La Casa Azul Pops Up in La Marqueta

Just in time for the first anniversary of La Casa Azul, the first bookstore in New York with an emphasis on Latino writers and East Harlem’s only independent bookstore – a venture realized thanks to $40,000 raised on IndieGoGo through hundreds of online donations – founder Aurora Anaya-Cerda has experienced quite the month, reports Manhattan Times‘ Sherry Mazzocchi, with the receipt of a prestigious award and the expansion of her bookstore.

(Photo by Sherry Mazzocchi via Manhattan Times)

More than just a bookstore, La Casa Azul holds events for kids, as it did on the pop-up shop’s opening day. (Photo by Sherry Mazzocchi via Manhattan Times)

She was one of 12 entrepreneurs to receive the Champions of Change award from the White House (video) last month for her crowdfunding efforts to start a small business. And more recently, she opened a pop-up version of La Casa Azul.

While the bookstore’s main hub is on East 103rd Street between Lexington and Park Avenues, the pop-up store is nearby in El Barrio at 115th Street and Park Avenue in La Marqueta, a once-bustling Puerto Rican market in East Harlem. In speaking about the location of her newest undertaking, Anaya-Cerda says, “It has a historical significance.”

In the 1930’s and 40’s, La Marqueta was the place where Puerto Ricans newly arrived to El Barrio shopped for food, clothes and items from back home.

Neighborhood people often talk about going there with parents and grandparents. Some of those stories are even captured in poems and books sold in her store.

“I see how our bookstore is the perfect way to tie in the history to this new East Harlem,” she said.

More than just an independent bookstore, La Casa Azul serves as a cultural space that includes educational and children’s programs. On July 6, the opening day of the pop-up shop – with cupcake decorating for kids and live music – the main location held its second annual Frida Kahlo look-alike contest.

(Photo by Sherry Mazzocchi via Manhattan Times)

In honor of Frida Kahlo’s influence on La Casa Azul, the bookstore held its second annual lookalike contest. The winner was Paula M. Sánchez-Kucukozer (far right). (Photo by Sherry Mazzocchi via Manhattan Times)

Most came in traditional long skirts, complete with a penciled in unibrow. One contestant came as Frida with short hair, dressed in a man’s suit—from a famous self-portrait created after a messy breakup with husband Diego Rivera.

Winner Paula M. Sánchez-Kucukozer looked remarkably like Kahlo.

With colorful flowers tucked into her pulled back hair, she wore traditional Mexican clothing, carried a painter’s palette and held a stuffed monkey, resembling another of the artist’s many self-portraits.

The date of the contest and the pop-up opening coincided with the birthday of Kahlo, July 6, 1907.
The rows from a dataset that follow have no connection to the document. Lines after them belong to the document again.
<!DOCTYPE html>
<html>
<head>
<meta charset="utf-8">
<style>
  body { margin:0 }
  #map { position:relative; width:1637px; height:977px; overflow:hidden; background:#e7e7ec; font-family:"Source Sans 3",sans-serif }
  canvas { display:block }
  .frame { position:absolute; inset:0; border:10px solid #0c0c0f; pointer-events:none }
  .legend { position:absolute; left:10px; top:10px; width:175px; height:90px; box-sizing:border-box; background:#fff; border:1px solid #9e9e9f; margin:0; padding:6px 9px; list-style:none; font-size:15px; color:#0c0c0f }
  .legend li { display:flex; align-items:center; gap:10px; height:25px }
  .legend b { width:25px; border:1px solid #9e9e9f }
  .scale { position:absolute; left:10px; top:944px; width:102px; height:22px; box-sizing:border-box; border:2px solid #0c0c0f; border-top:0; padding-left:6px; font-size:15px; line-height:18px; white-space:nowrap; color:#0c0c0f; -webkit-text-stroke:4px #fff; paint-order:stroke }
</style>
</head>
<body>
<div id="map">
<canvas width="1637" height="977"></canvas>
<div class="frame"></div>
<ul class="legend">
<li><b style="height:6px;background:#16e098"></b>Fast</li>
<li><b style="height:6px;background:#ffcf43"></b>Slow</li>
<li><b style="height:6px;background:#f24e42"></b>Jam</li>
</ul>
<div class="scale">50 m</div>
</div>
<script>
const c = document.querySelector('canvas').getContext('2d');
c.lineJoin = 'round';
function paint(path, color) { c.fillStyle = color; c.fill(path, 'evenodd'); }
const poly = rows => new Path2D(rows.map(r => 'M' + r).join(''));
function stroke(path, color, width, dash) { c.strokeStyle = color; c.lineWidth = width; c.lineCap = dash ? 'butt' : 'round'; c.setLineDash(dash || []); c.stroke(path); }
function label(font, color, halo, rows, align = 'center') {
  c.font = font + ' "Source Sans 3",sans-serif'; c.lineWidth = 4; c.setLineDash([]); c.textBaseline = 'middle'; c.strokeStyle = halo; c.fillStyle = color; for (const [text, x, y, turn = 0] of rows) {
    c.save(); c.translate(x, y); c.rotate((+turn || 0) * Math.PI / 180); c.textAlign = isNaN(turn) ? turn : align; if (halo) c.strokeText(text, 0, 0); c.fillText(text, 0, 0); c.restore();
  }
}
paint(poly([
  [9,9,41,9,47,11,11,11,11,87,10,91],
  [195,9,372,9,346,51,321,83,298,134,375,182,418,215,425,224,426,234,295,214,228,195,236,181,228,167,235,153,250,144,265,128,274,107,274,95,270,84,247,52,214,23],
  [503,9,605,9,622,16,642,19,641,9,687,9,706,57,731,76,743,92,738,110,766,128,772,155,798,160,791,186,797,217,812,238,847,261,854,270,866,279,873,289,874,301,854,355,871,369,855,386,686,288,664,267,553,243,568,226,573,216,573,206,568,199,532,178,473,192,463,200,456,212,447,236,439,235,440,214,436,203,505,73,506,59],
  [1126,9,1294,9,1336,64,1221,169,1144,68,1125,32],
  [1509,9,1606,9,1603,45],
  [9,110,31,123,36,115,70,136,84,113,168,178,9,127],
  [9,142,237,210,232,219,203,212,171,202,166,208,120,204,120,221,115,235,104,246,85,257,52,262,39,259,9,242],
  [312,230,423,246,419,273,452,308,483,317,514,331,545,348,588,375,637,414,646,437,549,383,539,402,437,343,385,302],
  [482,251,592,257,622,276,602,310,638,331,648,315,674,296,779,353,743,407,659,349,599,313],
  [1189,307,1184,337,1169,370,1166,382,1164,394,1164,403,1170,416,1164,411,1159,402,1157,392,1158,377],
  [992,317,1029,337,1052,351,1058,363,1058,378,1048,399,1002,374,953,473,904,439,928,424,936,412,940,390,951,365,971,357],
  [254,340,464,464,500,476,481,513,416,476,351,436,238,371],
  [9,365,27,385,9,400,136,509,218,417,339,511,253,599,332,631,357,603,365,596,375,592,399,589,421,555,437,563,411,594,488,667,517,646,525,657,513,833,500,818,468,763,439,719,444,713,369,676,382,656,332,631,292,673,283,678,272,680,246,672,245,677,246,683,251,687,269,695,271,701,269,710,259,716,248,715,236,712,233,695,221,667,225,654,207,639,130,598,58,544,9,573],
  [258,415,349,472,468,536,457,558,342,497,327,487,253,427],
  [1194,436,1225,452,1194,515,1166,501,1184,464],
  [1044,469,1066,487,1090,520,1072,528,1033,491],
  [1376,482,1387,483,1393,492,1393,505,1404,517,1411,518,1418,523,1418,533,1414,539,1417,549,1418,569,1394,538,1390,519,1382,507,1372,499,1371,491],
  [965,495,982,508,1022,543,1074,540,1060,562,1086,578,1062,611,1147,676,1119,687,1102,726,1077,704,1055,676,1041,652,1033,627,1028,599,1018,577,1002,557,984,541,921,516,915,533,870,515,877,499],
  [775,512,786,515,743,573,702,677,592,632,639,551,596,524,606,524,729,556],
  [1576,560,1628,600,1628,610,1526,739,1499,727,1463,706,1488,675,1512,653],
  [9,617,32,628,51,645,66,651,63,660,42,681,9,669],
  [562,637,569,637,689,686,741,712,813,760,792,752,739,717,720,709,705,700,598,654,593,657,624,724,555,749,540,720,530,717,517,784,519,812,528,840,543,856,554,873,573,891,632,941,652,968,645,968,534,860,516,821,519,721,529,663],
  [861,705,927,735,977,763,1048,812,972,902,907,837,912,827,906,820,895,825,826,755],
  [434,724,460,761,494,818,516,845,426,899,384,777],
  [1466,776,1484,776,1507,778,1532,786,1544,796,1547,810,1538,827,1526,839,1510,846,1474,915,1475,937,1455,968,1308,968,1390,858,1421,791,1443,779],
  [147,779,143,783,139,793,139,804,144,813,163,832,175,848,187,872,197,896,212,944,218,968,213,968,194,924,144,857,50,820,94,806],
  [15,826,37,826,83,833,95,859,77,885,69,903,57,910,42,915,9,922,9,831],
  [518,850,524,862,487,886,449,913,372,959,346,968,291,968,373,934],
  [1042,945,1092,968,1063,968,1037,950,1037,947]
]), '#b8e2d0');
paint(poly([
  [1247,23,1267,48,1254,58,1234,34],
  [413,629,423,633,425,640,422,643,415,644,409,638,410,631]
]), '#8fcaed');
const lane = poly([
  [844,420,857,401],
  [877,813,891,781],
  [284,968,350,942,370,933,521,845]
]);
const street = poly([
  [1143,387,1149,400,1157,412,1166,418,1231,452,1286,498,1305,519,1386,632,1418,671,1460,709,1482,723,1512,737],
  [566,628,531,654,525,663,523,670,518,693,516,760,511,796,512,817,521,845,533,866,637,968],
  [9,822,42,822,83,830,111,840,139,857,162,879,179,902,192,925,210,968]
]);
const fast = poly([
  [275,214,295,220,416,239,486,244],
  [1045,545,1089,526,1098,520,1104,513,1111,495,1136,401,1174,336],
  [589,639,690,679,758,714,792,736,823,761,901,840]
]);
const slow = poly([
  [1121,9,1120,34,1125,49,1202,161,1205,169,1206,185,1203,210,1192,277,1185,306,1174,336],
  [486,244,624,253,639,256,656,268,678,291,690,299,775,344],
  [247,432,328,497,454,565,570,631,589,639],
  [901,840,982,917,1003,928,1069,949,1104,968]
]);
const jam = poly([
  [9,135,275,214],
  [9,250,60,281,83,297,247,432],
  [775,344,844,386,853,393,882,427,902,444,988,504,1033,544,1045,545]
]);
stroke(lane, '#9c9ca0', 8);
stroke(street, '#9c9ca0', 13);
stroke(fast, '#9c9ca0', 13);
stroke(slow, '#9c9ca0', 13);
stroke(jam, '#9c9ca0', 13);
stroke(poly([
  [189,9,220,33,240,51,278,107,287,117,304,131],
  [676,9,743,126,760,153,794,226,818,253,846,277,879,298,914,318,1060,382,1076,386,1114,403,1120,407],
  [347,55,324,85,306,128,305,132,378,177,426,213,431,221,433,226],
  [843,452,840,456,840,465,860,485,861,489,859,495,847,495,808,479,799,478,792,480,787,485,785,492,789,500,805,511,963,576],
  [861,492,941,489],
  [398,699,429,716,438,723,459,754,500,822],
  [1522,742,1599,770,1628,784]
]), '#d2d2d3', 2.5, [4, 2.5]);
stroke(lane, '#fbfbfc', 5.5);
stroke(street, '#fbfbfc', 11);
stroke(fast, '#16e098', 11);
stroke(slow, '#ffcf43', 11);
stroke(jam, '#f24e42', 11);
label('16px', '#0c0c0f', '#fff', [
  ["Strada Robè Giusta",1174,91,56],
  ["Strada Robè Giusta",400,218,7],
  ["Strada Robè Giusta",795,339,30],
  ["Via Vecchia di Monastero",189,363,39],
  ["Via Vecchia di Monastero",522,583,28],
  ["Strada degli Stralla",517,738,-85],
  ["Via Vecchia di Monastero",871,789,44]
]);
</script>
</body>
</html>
La Casa Azul is named after the famed Mexican painter’s house, now preserved as a museum, in the Coyoacán section of Mexico City.

“It was a wonderful way to honor her,” she [Anaya-Cerda] said.

It’s events like these, along with other social and cultural activities, that indicate how the community and neighborhood are an integral part of La Casa Azul.

The store is a true reflection of the people in the neighborhood, she said.

“For me, having La Casa Azul in East Harlem, there was never any other option. It needed to be here.”